Synthetic Data -- Anonymisation Groundhog Day



Synthetic data has been advertised as a silver-bullet solution to privacy-preserving data publishing that addresses the shortcomings of traditional anonymisation techniques. The promise is that synthetic data drawn from generative models preserves the statistical properties of the original dataset but, at the same time, provides perfect protection against privacy attacks.

In this talk, I will present our recent work in which we quantitatively evaluate such claims and compare the privacy gain of synthetic data publishing to that of traditional anonymisation techniques. Our evaluation of a wide range of state-of-the-art generative models demonstrates that synthetic data either does not prevent inference attacks or does not retain data utility.

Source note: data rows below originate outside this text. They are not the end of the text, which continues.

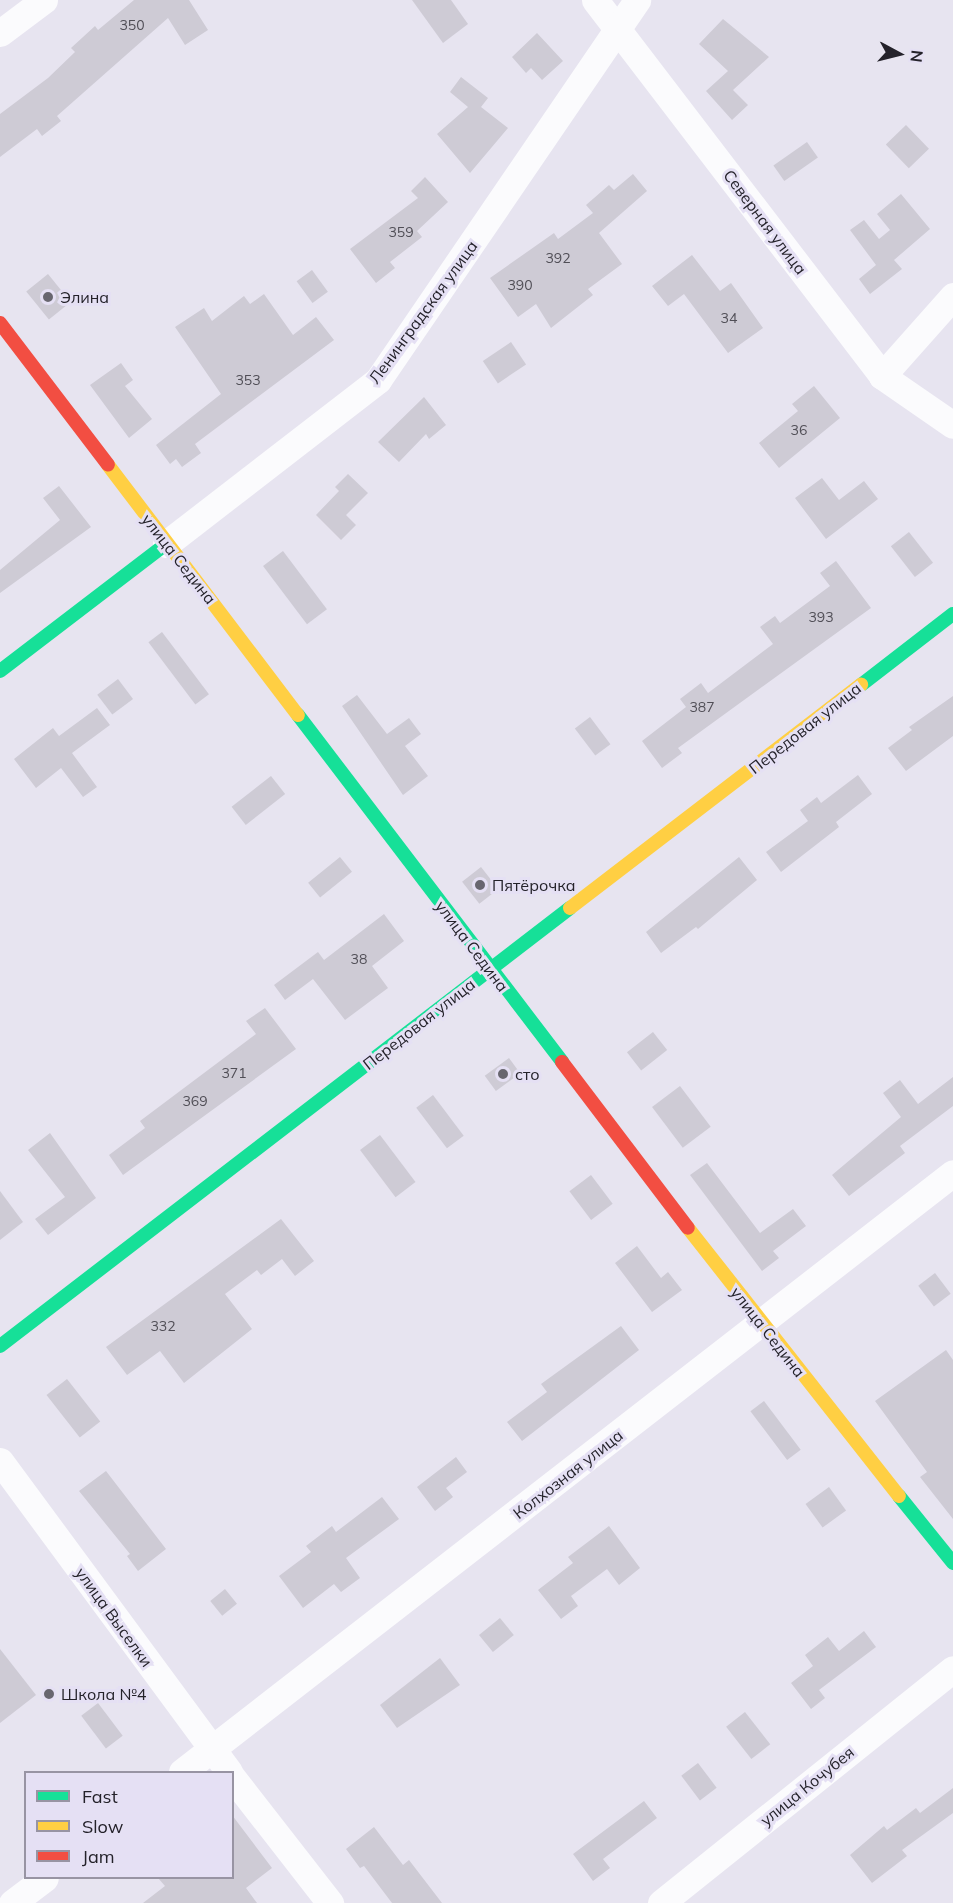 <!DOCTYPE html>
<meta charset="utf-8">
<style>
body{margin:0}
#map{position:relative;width:953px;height:1903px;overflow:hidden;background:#e7e4f0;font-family:Mulish,sans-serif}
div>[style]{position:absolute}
.building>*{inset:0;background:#cecbd5;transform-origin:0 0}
.street>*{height:27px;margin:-13.5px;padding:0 13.5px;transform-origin:13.5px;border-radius:13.5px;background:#fbfbfd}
.fast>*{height:14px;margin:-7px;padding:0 7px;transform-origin:7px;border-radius:7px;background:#16e098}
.slow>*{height:14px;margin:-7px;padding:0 7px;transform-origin:7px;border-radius:7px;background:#ffcf43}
.jam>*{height:14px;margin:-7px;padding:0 7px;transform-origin:7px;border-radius:7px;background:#f24e42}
.dots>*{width:16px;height:16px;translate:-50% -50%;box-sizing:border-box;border:3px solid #e5e0f4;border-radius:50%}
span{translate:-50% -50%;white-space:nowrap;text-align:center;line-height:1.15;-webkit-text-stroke:6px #e5e0f4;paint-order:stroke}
.number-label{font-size:14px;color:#504e56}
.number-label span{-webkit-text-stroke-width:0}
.street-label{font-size:16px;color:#24222a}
.poi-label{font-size:16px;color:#24222a}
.left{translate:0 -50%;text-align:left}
.legend{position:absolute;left:24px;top:1771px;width:210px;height:108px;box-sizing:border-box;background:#e5e0f4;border:2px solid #9894a3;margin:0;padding:8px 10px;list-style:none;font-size:18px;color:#24222a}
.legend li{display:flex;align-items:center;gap:12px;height:30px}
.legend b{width:30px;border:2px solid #9894a3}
.north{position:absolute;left:869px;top:24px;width:60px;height:60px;-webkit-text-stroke:4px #e5e0f4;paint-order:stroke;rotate:97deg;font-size:16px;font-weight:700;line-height:24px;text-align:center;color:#24222a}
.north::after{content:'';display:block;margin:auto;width:21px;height:27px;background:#24222a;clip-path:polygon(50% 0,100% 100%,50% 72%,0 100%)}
</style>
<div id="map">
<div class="building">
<div style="clip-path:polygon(134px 0,189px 0,208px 30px,185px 45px,168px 18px,57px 116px,61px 121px,42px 136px,37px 129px,0 157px,0 114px,48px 78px,75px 52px,71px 48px,95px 26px,98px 30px)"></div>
<div style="clip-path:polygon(412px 0,451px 0,468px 24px,443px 43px)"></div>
<div style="clip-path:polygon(723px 19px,769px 57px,733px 90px,748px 105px,732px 120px,706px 91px,728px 71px,699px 44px)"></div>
<div style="clip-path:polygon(537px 33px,563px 61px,542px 80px,531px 68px,526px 73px,512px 57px)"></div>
<div style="clip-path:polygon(461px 77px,488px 98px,481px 107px,508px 128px,470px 173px,437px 134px,468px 107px,450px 92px)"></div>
<div style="left:906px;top:125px;width:33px;height:28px;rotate:46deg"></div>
<div style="left:807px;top:142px;width:19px;height:41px;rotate:55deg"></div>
<div style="clip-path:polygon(633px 174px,647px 191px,599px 233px,622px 264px,588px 289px,593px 295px,551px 328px,536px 304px,518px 317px,490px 278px,554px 233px,558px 239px,593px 213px,586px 205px,609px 185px,614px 190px)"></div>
<div style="clip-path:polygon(425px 177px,448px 202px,417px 231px,422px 237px,390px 262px,395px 268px,376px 283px,350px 249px,418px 198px,411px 191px)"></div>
<div style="clip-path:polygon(901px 194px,930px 229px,894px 260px,902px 269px,870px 294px,859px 279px,876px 265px,850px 230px,864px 220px,879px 239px,890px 230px,877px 214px)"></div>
<div style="clip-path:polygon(692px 255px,720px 291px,731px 283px,763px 328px,728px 353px,684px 294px,668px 306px,652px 286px)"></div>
<div style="left:312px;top:270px;width:27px;height:19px;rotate:54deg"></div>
<div style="left:48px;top:274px;width:36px;height:28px;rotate:51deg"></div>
<div style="clip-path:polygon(264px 294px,293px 335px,316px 317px,334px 340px,195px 444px,201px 453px,182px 467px,176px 459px,170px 464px,156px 445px,221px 394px,175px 327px,204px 308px,212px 321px,244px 296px,250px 304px)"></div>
<div style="left:511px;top:342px;width:27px;height:34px;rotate:56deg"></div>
<div style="clip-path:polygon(121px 363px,133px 380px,125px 386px,152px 419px,129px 438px,90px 385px)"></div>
<div style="clip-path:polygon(814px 386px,840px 418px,779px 468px,759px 443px,798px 411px,792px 404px)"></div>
<div style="clip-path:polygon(424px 397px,446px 425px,429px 439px,426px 434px,399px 462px,378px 442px)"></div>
<div style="clip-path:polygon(348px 474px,368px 493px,346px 515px,356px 525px,341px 540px,316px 515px,339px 491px,335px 487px)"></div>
<div style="clip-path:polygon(822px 478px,839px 500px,864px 481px,878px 499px,826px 539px,795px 498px)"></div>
<div style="clip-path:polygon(59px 486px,91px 527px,0 593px,0 570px,60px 520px,43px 498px)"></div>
<div style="left:909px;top:532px;width:39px;height:23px;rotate:52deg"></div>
<div style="left:283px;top:551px;width:73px;height:25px;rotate:53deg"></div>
<div style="clip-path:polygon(836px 561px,871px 608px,678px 748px,682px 753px,662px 768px,642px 741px,686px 707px,680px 699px,701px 683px,708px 693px,773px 644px,760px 627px,775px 616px,780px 623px,830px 586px,820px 573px)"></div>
<div style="left:162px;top:632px;width:78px;height:17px;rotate:53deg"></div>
<div style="left:118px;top:679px;width:25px;height:26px;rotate:53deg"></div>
<div style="clip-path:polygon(357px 695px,387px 734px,409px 718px,421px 734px,405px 746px,428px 776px,403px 795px,342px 706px)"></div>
<div style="clip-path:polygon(953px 696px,953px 736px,906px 771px,888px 748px,912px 730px,909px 727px)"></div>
<div style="clip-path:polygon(97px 708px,110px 725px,72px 753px,97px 787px,83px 797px,61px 768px,36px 788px,14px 759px,53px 728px,59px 736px)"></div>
<div style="left:590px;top:717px;width:34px;height:19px;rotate:53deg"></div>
<div style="clip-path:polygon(858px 775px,872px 794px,836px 822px,839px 827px,781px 872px,766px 852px,808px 821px,800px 810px,817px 797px,821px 803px)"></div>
<div style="left:271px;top:776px;width:23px;height:50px;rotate:52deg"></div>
<div style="left:340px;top:857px;width:19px;height:41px;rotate:51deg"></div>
<div style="clip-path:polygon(739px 857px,757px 880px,698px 929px,696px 927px,661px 953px,646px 932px)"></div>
<div style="left:481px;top:867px;width:28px;height:24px;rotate:52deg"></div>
<div style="clip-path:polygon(384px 914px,404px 941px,372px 966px,388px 988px,345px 1020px,313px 979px,285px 1000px,274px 985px,318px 952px,324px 960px)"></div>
<div style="clip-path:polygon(265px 1008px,296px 1049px,123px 1175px,109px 1155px,145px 1128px,140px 1121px,256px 1034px,246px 1021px)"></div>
<div style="left:653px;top:1032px;width:23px;height:33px;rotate:52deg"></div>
<div style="left:509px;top:1058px;width:19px;height:30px;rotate:54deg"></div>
<div style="clip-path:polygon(953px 1077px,953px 1106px,900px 1146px,905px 1153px,849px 1196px,832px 1175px,901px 1117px,883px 1093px,900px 1080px,918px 1104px)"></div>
<div style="left:680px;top:1086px;width:51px;height:35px;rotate:53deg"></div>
<div style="left:433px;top:1095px;width:51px;height:21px;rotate:53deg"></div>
<div style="clip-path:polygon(50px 1133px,96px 1198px,48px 1235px,35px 1219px,65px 1197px,28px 1150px)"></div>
<div style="left:380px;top:1135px;width:59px;height:25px;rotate:53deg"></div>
<div style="clip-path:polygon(707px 1163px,760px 1233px,793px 1209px,806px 1226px,773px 1251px,779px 1258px,762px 1271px,690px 1175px)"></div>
<div style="left:591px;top:1175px;width:36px;height:27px;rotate:53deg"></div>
<div style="clip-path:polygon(0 1191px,23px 1222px,0 1240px)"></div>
<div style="clip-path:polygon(281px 1219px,314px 1261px,295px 1276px,282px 1259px,261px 1275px,257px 1270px,225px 1294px,252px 1329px,184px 1383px,160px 1351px,127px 1375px,106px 1347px)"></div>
<div style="clip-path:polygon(637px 1246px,661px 1278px,668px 1272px,682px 1290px,652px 1312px,615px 1263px)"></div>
<div style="left:935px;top:1273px;width:26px;height:21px;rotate:53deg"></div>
<div style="clip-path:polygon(621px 1326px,639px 1350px,522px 1441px,507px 1422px,547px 1392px,541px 1384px)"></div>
<div style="clip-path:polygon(946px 1350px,953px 1360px,953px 1519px,920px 1477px,927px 1472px,875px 1401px)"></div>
<div style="left:67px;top:1379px;width:54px;height:26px;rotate:52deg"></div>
<div style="left:764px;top:1401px;width:61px;height:17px;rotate:53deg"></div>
<div style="clip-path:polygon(456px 1457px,467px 1472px,446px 1488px,453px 1497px,435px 1511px,417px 1487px)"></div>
<div style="clip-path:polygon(106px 1471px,166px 1549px,138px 1571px,127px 1556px,130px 1554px,79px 1491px)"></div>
<div style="left:829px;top:1487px;width:29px;height:29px;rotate:54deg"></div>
<div style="clip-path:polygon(382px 1497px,399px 1519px,346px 1558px,360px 1578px,341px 1592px,334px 1584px,303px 1608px,279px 1576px,311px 1552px,306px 1546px,332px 1526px,336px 1532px)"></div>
<div style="clip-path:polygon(609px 1526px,640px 1568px,619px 1585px,607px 1569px,571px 1596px,578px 1606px,561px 1619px,538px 1590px,573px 1563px,568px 1557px)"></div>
<div style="left:225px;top:1589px;width:19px;height:19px;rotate:51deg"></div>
<div style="left:500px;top:1618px;width:22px;height:27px;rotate:51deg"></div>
<div style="clip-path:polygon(864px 1631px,876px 1647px,819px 1690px,825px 1698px,811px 1709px,791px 1683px,813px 1666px,805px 1655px,828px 1637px,839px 1651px)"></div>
<div style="clip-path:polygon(0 1649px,36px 1695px,0 1723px)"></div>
<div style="clip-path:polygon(440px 1658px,460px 1685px,397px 1728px,380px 1705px)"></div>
<div style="left:98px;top:1703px;width:41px;height:21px;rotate:53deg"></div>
<div style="left:745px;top:1712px;width:41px;height:24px;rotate:52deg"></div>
<div style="left:698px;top:1763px;width:31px;height:21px;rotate:53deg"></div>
<div style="clip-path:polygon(953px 1788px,953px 1813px,902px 1850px,907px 1856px,872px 1883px,850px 1855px,884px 1826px,887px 1830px,916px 1808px,920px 1813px)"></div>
<div style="clip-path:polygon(644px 1801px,657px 1818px,603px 1859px,610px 1868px,593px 1881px,573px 1854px)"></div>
<div style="clip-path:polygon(232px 1815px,272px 1868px,246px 1888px,257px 1903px,143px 1903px,165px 1886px,158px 1878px,232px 1878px)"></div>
<div style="clip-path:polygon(374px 1827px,403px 1865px,409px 1860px,442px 1903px,392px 1903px,364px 1866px,360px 1868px,346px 1849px)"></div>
</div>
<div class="street">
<div style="left:595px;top:0;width:473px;rotate:52.6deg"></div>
<div style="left:882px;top:376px;width:86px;rotate:34.6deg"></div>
<div style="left:0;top:33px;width:55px;rotate:-36.9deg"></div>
<div style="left:882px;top:376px;width:107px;rotate:-48.4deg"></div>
<div style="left:166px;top:544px;width:268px;rotate:-37.7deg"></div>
<div style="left:378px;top:380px;width:460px;rotate:-55.7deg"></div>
<div style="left:0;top:1461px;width:386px;rotate:53.6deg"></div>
<div style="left:182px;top:1772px;width:976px;rotate:-37.84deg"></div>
<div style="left:232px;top:1777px;width:160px;rotate:52.1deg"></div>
<div style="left:12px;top:1903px;width:41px;rotate:-37.1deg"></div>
<div style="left:661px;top:1903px;width:374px;rotate:-38.7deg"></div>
</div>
<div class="fast">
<div style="left:0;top:671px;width:209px;rotate:-37.4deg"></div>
<div style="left:861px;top:685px;width:116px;rotate:-37.7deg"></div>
<div style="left:298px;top:715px;width:436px;rotate:52.7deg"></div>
<div style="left:0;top:1346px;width:719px;rotate:-37.54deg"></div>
<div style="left:899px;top:1496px;width:86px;rotate:51.1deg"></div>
</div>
<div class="slow">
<div style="left:108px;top:465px;width:314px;rotate:52.8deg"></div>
<div style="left:570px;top:908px;width:367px;rotate:-37.5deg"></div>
<div style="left:688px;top:1228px;width:341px;rotate:51.8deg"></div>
</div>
<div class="jam">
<div style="left:0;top:323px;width:178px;rotate:52.7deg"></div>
<div style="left:562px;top:1062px;width:208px;rotate:52.8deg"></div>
</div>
<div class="dots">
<div style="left:48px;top:297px;background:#68666f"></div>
<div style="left:480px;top:885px;background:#68666f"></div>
<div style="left:503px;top:1074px;background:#68666f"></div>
<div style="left:49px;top:1694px;background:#68666f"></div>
</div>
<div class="number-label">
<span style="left:132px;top:25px">350</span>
<span style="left:401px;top:232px">359</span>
<span style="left:558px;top:258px">392</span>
<span style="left:520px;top:285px">390</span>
<span style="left:729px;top:318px">34</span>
<span style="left:248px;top:380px">353</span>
<span style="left:799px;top:430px">36</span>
<span style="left:821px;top:617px">393</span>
<span style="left:702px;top:707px">387</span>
<span style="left:359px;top:959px">38</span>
<span style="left:234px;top:1073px">371</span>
<span style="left:195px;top:1101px">369</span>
<span style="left:163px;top:1326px">332</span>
</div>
<div class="street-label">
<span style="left:765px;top:222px;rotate:53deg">Северная улица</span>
<span style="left:423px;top:312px;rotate:-54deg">Ленинградская улица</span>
<span style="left:179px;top:559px;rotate:52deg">улица Седина</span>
<span style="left:805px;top:728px;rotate:-38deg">Передовая улица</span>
<span style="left:472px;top:946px;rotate:53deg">улица Седина</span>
<span style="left:419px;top:1024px;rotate:-38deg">Передовая улица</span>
<span style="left:768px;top:1332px;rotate:52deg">улица Седина</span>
<span style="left:568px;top:1474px;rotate:-38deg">Колхозная улица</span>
<span style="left:114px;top:1617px;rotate:54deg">улица Выселки</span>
<span style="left:807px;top:1786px;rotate:-39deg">улица Кочубея</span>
</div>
<div class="poi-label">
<span class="left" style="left:60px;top:297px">Элина</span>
<span class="left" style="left:492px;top:885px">Пятёрочка</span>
<span class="left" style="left:515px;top:1074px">сто</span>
<span class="left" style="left:61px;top:1694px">Школа №4</span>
</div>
<ul class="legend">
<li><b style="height:8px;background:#16e098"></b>Fast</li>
<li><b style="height:8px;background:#ffcf43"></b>Slow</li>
<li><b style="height:8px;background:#f24e42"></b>Jam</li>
</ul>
<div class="north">N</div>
</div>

In other words, we empirically show that synthetic data does not provide a better tradeoff between privacy and utility than traditional anonymisation techniques.



Theresa Stadler, M. Sc.

PhD Research Assistant
EPFL (Switzerland



Theresa Stadler is a PhD Research Assistant at the SPRING Lab at EPFL (Switzerland) led by Carmela Troncoso. Her research focuses primarily on the privacy aspects of data processing systems. She previously worked as a privacy researcher for Privitar, a London-based scale-up, where she developed enterprise software that implements privacy-enhancing technologies and aims to makes these technologies available to organisations at scale. She holds a Master's degree in Neural Information Processing (Biomathematics) from the University of Tübingen (Germany) where she furthermore conducted research in Applied Machine Learning on biomedical data.